[Stored data]
+ + + + + + +

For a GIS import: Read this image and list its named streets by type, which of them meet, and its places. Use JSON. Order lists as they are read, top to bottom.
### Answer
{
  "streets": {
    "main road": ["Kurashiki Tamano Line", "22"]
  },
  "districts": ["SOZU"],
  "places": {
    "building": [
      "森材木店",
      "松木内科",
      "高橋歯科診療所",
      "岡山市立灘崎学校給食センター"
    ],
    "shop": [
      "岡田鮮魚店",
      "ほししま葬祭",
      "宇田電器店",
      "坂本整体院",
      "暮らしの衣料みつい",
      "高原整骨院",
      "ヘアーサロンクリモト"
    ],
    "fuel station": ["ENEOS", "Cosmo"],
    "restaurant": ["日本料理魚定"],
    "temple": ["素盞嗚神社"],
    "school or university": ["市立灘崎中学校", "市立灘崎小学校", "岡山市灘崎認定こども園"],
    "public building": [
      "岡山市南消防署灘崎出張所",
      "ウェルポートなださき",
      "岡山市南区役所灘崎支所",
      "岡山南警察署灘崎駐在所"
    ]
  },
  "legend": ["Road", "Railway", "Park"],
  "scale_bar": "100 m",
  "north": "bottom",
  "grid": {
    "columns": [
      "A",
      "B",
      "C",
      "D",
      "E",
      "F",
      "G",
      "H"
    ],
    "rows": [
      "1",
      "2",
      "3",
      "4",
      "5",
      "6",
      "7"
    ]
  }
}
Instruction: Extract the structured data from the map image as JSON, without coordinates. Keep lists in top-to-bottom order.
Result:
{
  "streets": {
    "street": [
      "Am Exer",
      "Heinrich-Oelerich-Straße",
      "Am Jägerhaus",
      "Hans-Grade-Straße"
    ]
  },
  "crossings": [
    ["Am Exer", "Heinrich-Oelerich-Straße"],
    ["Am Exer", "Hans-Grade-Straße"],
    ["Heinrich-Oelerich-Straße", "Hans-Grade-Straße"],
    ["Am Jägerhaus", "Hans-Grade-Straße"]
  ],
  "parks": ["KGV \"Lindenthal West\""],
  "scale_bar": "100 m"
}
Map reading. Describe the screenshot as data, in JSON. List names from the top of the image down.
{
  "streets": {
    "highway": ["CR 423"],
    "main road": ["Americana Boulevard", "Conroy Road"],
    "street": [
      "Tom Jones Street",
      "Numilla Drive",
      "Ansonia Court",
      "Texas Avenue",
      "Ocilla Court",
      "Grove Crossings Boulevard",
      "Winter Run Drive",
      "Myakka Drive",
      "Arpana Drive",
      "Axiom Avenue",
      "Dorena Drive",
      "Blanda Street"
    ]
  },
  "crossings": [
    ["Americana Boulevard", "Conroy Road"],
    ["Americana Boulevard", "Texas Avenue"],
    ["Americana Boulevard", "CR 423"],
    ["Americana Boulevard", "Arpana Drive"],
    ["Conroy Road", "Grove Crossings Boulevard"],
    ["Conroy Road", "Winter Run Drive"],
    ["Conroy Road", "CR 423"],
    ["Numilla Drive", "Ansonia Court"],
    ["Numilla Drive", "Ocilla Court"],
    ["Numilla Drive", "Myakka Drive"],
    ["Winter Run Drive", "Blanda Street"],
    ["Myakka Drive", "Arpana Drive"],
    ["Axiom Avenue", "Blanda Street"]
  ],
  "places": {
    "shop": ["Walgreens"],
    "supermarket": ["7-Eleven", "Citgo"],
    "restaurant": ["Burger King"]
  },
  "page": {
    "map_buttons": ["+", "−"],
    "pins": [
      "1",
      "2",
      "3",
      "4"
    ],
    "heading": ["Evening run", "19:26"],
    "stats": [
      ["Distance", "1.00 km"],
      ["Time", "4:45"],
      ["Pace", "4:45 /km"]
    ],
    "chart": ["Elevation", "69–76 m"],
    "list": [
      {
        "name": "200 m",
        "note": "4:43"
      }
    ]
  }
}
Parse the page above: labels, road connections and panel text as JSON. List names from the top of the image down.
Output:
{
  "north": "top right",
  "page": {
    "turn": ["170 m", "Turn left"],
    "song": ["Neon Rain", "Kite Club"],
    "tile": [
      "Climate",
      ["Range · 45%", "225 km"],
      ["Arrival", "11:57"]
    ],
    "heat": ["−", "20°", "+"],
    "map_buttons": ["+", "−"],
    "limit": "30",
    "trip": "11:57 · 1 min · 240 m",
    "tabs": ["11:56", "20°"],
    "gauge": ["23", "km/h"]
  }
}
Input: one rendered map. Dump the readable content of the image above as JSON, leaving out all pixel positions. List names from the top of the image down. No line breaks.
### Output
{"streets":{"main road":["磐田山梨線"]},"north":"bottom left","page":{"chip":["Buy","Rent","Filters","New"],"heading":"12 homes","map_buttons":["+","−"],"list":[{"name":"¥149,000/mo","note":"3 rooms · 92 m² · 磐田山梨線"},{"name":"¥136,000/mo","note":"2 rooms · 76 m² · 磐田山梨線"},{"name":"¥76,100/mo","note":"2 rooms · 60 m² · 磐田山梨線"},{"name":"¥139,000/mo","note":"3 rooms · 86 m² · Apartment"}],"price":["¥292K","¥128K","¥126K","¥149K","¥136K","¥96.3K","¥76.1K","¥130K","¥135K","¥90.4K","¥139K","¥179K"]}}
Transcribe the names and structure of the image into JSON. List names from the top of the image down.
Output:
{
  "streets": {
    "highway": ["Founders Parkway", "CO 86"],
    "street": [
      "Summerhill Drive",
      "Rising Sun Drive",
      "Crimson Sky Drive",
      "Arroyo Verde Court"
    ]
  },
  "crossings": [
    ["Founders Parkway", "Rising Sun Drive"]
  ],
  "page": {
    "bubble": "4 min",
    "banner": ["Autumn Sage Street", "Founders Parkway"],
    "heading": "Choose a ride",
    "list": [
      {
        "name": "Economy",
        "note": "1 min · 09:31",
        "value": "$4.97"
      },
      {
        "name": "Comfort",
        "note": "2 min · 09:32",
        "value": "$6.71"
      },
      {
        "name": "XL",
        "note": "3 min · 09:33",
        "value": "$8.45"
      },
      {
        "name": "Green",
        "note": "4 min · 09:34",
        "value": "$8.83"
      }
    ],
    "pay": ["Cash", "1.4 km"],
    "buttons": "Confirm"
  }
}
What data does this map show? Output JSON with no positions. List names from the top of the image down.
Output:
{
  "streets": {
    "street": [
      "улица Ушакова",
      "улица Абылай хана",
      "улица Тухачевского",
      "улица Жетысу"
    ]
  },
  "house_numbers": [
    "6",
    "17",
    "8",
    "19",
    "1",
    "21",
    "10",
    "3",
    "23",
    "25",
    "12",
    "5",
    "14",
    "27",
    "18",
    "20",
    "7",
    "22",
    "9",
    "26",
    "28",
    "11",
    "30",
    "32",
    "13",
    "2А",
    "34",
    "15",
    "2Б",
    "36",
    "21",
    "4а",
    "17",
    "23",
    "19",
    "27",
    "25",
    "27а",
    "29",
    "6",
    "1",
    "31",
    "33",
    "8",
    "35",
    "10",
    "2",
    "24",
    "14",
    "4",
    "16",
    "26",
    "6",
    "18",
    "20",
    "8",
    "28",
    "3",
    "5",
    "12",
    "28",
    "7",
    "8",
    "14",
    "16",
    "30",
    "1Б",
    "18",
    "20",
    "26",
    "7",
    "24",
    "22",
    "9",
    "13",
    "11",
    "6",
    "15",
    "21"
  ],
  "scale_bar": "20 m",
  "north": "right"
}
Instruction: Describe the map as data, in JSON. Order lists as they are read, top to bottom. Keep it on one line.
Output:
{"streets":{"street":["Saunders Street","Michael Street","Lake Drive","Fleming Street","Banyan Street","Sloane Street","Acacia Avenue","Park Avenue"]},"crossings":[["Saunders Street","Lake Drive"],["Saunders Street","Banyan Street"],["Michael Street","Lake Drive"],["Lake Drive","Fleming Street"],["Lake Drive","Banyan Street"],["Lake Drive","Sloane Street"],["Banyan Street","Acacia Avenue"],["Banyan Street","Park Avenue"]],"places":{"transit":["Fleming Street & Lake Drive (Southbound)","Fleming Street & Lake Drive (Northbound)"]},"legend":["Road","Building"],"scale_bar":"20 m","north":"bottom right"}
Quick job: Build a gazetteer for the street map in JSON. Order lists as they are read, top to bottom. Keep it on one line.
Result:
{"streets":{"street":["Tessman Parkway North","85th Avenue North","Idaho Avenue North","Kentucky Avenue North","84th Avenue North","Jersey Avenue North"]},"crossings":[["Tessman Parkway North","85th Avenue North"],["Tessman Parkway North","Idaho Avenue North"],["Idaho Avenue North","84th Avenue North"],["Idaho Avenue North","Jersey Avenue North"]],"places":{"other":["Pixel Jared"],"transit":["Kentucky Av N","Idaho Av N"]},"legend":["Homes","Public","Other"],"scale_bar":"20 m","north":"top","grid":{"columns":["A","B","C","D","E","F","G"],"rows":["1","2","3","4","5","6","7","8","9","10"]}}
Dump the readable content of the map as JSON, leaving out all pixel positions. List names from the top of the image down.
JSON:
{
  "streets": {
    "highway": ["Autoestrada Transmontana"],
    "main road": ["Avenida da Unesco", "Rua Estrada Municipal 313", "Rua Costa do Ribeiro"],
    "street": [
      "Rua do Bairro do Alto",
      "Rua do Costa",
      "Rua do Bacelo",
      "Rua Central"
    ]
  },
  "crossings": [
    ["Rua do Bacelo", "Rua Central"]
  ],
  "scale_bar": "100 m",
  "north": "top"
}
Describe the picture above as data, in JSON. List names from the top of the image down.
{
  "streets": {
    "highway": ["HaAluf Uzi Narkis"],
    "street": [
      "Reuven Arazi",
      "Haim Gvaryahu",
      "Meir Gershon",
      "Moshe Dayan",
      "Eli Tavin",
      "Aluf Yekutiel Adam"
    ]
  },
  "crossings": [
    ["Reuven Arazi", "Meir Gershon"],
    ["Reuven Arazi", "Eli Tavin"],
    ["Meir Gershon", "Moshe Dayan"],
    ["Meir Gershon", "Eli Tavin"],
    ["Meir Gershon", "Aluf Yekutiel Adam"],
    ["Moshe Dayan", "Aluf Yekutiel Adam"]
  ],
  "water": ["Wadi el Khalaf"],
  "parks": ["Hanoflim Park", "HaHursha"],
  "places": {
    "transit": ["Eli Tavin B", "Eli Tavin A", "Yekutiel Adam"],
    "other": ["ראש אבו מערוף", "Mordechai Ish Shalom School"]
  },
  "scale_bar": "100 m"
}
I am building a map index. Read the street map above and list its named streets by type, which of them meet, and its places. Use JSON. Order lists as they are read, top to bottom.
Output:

+ + + + + + +

Assignment:
Copy out each line in the preceding records that contains "Dump".

Solution for this problem:
Input: one rendered map. Dump the readable content of the image above as JSON, leaving out all pixel positions. List names from the top of the image down. No line breaks.
Dump the readable content of the map as JSON, leaving out all pixel positions. List names from the top of the image down.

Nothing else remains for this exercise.